Rightful or wrongful?
Last night, Tony Jones asked the Commonwealth Ombudsman, John McMillan, if:
“the political climate and the politicians that write that legislation radiate that culture [of racist assumptions about immigration status, ignorance towards basic indicators of mental illness and systematic incompetence] downwards, or does the culture just exist in the system when it’s not properly monitored?”.
His question was regarding the latest evidence of stupendous prejudice and idiocy in Australian governmental practice.

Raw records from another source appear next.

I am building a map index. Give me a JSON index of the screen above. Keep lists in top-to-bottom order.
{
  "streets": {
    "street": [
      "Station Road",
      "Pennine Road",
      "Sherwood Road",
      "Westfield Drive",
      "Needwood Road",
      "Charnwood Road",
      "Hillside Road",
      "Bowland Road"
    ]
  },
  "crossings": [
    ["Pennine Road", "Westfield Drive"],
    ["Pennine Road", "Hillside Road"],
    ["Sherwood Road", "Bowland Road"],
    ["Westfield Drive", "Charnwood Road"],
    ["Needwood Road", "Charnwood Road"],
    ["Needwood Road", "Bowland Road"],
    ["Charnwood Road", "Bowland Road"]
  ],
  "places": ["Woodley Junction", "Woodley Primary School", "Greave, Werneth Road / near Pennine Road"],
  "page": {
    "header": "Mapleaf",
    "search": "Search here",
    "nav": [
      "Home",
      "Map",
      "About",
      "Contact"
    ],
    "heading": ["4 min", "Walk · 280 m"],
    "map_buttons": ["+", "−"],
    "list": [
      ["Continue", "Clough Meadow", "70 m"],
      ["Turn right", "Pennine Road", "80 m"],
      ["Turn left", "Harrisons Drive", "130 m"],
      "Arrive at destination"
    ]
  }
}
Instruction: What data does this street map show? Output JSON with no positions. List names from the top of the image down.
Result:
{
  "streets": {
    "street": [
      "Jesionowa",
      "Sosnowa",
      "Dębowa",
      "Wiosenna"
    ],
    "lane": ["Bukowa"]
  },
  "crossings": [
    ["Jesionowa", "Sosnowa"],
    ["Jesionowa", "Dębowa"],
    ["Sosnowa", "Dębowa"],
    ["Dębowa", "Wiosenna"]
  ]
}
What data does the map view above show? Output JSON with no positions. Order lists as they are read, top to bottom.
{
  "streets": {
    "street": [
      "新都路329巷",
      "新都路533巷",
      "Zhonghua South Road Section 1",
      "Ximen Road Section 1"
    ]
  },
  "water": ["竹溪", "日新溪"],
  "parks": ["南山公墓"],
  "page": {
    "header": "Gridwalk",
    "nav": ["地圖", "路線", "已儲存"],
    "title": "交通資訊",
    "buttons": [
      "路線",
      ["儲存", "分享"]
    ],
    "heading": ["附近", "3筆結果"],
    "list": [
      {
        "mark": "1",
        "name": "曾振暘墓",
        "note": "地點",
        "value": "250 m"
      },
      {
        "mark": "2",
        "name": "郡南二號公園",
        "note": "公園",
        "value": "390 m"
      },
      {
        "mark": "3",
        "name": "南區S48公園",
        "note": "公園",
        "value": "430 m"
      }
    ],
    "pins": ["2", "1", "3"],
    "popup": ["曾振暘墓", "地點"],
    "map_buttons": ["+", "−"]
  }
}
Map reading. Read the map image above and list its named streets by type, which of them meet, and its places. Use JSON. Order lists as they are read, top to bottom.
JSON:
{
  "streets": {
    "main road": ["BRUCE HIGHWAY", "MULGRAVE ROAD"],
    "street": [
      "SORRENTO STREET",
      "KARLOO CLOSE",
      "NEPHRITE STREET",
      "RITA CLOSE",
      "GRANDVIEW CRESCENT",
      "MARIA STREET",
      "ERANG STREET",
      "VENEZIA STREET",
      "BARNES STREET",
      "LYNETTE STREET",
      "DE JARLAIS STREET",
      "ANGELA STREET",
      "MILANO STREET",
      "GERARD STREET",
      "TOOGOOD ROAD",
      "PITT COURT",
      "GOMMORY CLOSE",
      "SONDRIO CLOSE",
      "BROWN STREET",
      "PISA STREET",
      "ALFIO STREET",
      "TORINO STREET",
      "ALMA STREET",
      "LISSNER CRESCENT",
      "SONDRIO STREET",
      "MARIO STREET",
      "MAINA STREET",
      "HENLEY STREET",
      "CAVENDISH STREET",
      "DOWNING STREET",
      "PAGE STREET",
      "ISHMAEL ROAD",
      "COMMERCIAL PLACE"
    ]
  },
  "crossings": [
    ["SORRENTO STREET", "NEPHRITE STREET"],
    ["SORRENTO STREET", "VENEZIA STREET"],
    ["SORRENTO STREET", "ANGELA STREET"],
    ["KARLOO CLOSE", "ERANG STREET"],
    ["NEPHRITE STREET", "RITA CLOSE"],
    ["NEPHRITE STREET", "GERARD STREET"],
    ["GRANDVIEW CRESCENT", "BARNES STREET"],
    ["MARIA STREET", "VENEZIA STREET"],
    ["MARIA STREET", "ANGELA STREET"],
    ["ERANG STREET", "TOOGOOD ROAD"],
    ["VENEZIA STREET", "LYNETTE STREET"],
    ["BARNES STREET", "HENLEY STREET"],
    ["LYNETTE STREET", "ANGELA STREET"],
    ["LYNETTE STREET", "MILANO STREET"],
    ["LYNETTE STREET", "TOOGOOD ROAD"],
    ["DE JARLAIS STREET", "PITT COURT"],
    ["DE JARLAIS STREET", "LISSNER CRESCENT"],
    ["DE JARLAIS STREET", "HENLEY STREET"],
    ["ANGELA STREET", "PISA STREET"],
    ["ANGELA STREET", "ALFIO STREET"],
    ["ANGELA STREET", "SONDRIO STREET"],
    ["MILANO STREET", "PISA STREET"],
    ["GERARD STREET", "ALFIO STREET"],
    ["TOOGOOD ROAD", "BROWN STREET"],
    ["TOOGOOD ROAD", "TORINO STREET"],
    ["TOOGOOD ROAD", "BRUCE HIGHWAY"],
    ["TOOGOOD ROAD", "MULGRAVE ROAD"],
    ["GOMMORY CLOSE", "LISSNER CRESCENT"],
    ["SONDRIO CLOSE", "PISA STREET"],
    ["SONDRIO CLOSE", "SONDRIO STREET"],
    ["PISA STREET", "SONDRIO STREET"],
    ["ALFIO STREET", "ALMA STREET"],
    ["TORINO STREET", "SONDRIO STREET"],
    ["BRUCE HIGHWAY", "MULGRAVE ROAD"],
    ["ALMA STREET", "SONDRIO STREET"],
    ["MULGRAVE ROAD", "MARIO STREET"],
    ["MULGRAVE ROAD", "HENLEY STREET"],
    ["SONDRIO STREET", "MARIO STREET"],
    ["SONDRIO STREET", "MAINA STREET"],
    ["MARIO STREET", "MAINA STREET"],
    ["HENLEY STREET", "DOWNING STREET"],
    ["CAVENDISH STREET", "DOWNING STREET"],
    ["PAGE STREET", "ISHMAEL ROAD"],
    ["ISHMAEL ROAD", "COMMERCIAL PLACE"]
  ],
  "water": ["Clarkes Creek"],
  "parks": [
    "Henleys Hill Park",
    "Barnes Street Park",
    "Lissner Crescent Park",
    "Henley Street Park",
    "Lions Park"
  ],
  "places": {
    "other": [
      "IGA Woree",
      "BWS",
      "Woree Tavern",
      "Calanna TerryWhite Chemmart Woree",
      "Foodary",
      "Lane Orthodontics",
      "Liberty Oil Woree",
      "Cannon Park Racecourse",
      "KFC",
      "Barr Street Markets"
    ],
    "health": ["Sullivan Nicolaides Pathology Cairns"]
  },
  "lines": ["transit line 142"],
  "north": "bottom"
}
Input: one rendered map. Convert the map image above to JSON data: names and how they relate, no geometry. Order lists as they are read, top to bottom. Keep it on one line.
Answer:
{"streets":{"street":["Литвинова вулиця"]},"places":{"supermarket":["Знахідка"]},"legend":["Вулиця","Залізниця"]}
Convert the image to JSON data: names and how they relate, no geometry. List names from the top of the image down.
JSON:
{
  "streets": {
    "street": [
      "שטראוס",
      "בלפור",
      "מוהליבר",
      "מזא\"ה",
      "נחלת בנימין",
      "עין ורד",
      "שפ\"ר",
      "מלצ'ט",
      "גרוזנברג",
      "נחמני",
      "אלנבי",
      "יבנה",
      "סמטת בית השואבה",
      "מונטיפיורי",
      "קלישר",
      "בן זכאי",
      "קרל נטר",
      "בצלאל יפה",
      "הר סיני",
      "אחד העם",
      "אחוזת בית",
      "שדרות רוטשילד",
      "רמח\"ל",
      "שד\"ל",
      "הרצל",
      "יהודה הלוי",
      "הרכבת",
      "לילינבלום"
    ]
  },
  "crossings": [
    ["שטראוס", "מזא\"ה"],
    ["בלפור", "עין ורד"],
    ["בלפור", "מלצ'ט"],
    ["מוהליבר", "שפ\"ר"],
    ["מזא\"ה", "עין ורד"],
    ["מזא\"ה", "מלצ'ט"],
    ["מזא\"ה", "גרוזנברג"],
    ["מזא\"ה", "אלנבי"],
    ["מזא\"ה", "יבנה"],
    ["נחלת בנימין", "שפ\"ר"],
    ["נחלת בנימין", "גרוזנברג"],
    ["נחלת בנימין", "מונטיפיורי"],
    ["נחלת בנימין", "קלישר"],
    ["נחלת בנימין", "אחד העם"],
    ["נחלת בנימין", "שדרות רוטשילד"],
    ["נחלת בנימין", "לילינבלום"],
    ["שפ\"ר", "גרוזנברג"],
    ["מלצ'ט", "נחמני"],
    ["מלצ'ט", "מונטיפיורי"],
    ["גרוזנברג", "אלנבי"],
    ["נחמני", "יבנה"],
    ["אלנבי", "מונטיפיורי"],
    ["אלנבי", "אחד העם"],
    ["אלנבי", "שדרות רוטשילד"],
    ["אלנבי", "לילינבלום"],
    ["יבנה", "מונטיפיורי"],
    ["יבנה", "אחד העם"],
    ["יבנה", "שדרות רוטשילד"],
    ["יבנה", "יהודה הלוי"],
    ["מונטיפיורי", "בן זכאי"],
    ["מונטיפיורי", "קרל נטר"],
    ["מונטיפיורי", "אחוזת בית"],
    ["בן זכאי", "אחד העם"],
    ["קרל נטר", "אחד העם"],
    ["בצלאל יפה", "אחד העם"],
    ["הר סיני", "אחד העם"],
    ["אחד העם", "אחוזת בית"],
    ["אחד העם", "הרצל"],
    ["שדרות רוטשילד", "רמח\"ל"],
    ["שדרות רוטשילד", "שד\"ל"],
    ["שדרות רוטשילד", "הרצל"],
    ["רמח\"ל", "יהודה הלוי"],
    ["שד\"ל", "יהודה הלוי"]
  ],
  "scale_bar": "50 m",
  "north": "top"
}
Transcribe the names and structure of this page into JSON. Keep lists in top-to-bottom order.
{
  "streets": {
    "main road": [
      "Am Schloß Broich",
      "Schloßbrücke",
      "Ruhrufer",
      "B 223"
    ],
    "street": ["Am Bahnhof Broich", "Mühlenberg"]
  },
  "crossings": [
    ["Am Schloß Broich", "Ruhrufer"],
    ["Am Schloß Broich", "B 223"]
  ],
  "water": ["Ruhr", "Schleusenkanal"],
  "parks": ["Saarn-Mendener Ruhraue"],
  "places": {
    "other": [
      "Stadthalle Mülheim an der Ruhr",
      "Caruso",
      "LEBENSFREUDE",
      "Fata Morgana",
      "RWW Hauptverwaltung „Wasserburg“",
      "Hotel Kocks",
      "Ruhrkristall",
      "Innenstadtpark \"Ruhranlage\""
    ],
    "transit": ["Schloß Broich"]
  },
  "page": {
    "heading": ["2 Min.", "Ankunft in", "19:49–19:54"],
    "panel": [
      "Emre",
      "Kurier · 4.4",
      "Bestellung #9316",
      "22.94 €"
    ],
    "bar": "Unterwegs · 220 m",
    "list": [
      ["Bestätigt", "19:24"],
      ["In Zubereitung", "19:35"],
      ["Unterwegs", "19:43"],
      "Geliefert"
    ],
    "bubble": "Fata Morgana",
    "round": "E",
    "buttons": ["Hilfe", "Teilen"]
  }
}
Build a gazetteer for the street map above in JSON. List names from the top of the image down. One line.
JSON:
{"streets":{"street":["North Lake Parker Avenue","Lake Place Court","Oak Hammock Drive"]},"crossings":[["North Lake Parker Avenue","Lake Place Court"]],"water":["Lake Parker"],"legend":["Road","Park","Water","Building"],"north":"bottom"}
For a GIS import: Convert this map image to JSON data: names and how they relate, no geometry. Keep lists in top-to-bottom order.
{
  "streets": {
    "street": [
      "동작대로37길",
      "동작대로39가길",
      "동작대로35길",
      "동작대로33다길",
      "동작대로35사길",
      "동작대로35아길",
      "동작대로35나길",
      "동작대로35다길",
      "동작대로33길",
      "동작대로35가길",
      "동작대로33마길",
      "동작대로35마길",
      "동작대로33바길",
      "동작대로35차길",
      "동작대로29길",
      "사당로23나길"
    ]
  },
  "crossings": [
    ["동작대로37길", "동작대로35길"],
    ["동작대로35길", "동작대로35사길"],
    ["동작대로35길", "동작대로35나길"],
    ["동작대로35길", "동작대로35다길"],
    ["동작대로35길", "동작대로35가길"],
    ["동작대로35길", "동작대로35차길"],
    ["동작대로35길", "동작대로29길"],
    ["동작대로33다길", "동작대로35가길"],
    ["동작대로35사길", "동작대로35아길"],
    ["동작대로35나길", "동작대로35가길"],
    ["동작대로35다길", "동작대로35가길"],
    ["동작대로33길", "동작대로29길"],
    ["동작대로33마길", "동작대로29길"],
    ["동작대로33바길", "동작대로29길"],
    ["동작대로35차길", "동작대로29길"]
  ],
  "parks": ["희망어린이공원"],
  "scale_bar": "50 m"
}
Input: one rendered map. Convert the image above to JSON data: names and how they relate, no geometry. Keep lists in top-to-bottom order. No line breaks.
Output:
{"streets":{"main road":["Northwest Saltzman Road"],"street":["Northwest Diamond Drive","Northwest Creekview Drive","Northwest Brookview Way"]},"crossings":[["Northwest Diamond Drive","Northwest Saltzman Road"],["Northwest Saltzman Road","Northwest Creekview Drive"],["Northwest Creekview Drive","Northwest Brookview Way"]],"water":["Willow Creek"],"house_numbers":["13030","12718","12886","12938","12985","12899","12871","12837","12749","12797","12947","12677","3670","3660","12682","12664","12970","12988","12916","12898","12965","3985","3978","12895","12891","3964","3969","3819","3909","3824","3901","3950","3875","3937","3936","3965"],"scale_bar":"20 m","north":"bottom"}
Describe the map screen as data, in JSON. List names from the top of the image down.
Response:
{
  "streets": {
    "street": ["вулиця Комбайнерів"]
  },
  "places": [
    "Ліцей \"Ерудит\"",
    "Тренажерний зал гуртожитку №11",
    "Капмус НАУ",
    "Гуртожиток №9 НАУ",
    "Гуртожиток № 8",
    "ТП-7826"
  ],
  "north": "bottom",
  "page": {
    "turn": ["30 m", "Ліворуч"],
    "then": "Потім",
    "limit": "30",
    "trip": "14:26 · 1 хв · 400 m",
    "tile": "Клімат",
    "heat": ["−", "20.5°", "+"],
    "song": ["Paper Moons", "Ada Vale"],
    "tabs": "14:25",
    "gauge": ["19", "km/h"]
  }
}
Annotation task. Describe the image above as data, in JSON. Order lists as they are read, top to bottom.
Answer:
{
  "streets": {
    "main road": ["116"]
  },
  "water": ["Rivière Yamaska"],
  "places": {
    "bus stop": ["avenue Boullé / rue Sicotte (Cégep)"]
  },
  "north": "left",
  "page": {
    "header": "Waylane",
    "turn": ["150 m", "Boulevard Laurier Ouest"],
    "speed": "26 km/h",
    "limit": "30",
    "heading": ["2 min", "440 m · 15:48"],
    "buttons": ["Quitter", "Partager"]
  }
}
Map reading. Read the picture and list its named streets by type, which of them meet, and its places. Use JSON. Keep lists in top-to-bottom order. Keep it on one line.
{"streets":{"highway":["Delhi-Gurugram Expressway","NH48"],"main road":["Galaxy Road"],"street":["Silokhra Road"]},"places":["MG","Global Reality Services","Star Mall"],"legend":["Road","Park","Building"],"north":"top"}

In first year sociology we often ask students to contemplate whether or not the bureacratic systems of social welfare, child protection, prison, immigration, mental health, policing et cetera are de facto systems for sorting out and doing away with people who do not fit a particular notion of ‘normal’, ‘Australian’, ’sane’, ‘reasonable’ and so on. The cases of Rau, Alvarez and Mr T show that this is no abstract question. It shows the policing, immigration, prison and mental health systems intersecting, like a well-oiled machine, to consistently uphold the notion of ‘an Australian citizen’ as English speaking and Anglo-Saxon.
As John McMillan put it:
“… the similarity in three cases indicates that the cases prompt - not just the Department of Immigration I think, but … all of us to ask some deep questions about how well our society handles mental illness and even about who we regard really as Australian. Say in each case, two of the people were Australian citizens and one was a long-term permanent resident, and the fact that the Department of Immigration was called in as part of the solution raises some worrying questions about national identity”.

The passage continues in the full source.